WHAT THE TASK ASKS
Your reply should reproduce each line below exactly and carry none of the pictures.

/---

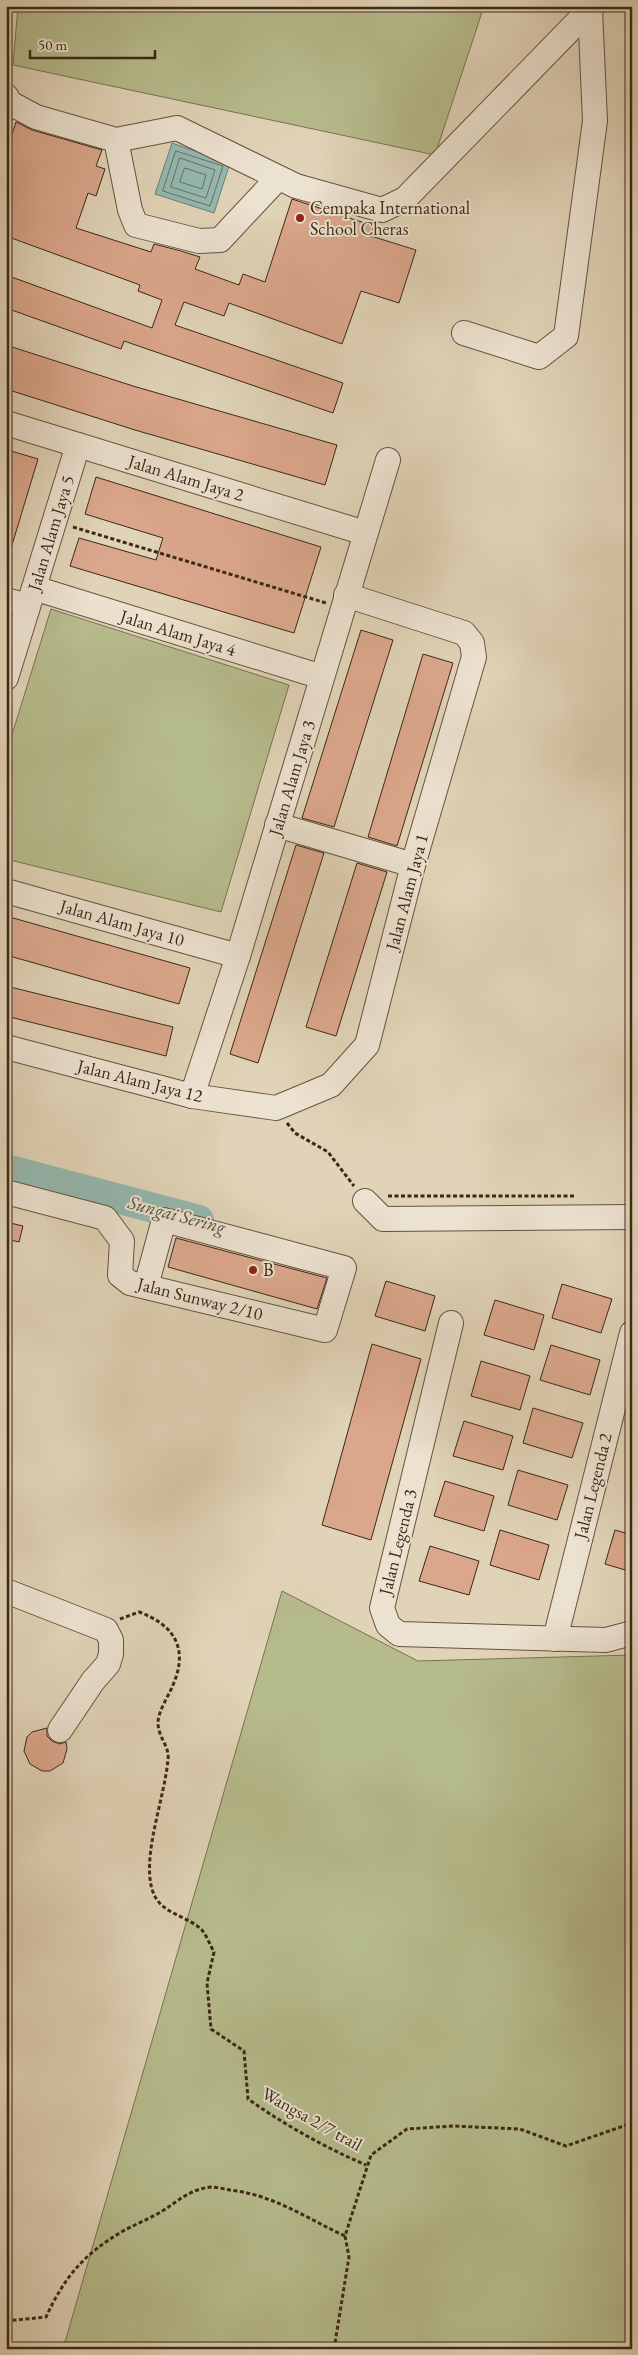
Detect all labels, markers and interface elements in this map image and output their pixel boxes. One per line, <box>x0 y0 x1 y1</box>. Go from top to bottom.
scale bar <box>30 28 155 60</box>
text: 50 m <box>38 35 67 54</box>
place label: Cempaka International School Cheras <box>310 196 470 240</box>
marker: Cempaka International School Cheras <box>294 212 306 224</box>
street label: Jalan Alam Jaya 2 <box>124 448 247 506</box>
street label: Jalan Alam Jaya 5 <box>21 472 79 595</box>
street label: Jalan Alam Jaya 4 <box>116 603 239 661</box>
street label: Jalan Alam Jaya 3 <box>262 717 320 840</box>
street label: Jalan Alam Jaya 1 <box>379 831 433 955</box>
street label: Jalan Alam Jaya 10 <box>55 893 187 951</box>
street label: Jalan Alam Jaya 12 <box>73 1053 205 1107</box>
water label: Sungai Sering <box>124 1189 229 1240</box>
place label: B <box>263 1258 274 1281</box>
marker: B <box>247 1264 259 1276</box>
street label: Jalan Sunway 2/10 <box>133 1271 266 1325</box>
street label: Jalan Legenda 2 <box>568 1430 617 1543</box>
street label: Jalan Legenda 3 <box>373 1487 422 1599</box>
street label: Wangsa 2/7 trail <box>258 2081 367 2156</box>

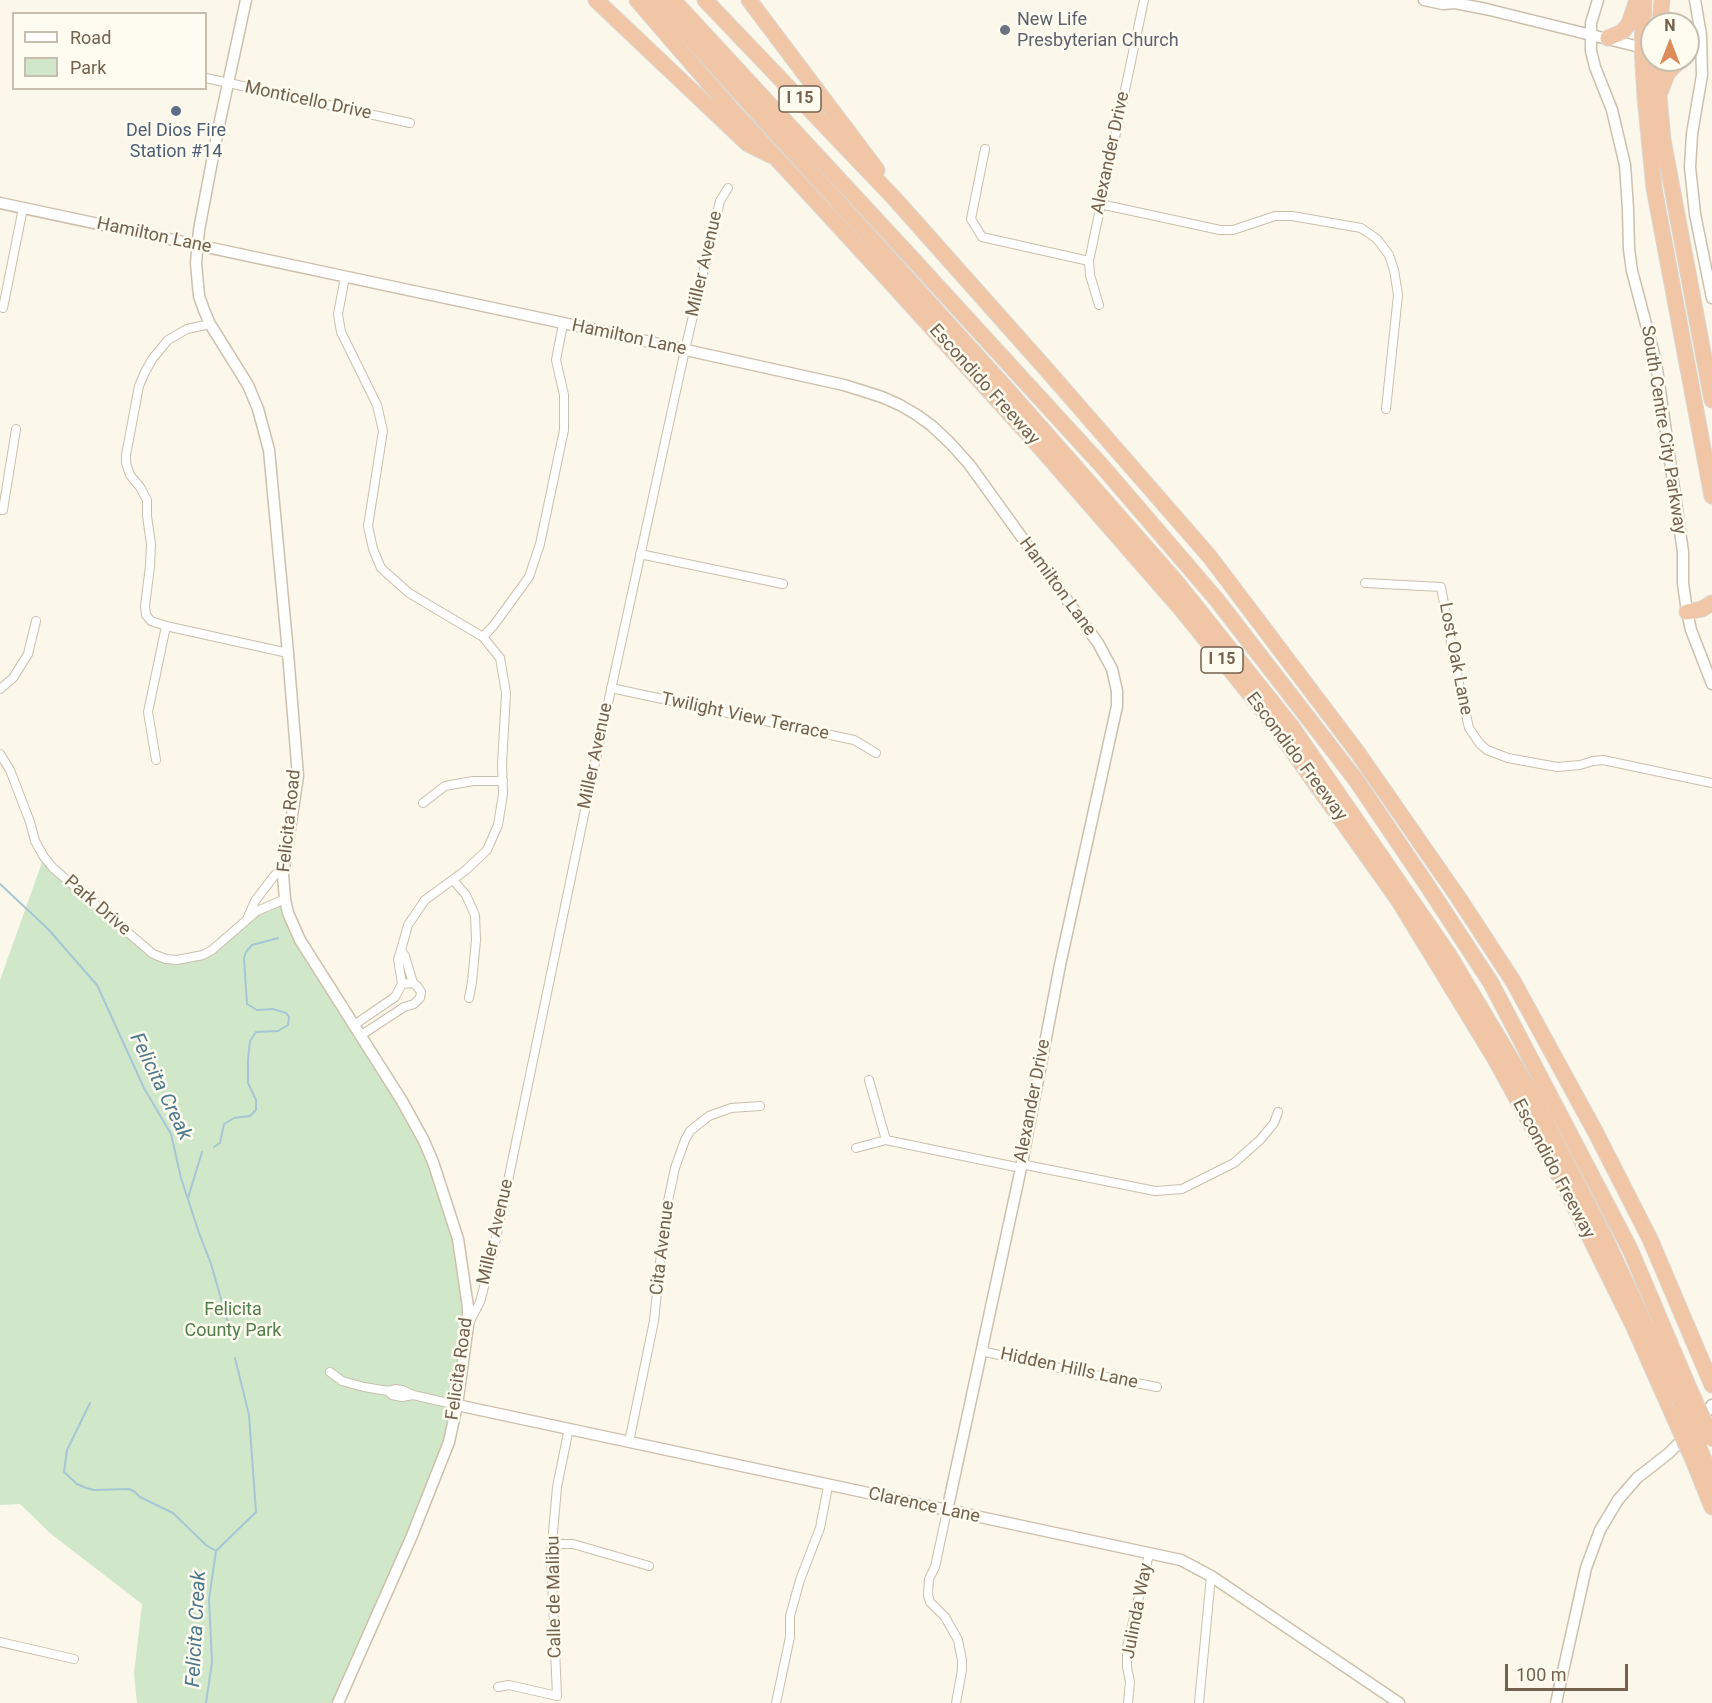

\---

ANSWER FOR THE TASK
Detect all labels, markers and interface elements in this map image and output their pixel boxes. One per line, <box>x0 y0 x1 y1</box>. Go from top to bottom.
scale bar <box>30 28 155 60</box>
text: 50 m <box>38 35 67 54</box>
place label: Cempaka International School Cheras <box>310 196 470 240</box>
marker: Cempaka International School Cheras <box>294 212 306 224</box>
street label: Jalan Alam Jaya 2 <box>124 448 247 506</box>
street label: Jalan Alam Jaya 5 <box>21 472 79 595</box>
street label: Jalan Alam Jaya 4 <box>116 603 239 661</box>
street label: Jalan Alam Jaya 3 <box>262 717 320 840</box>
street label: Jalan Alam Jaya 1 <box>379 831 433 955</box>
street label: Jalan Alam Jaya 10 <box>55 893 187 951</box>
street label: Jalan Alam Jaya 12 <box>73 1053 205 1107</box>
water label: Sungai Sering <box>124 1189 229 1240</box>
place label: B <box>263 1258 274 1281</box>
marker: B <box>247 1264 259 1276</box>
street label: Jalan Sunway 2/10 <box>133 1271 266 1325</box>
street label: Jalan Legenda 2 <box>568 1430 617 1543</box>
street label: Jalan Legenda 3 <box>373 1487 422 1599</box>
street label: Wangsa 2/7 trail <box>258 2081 367 2156</box>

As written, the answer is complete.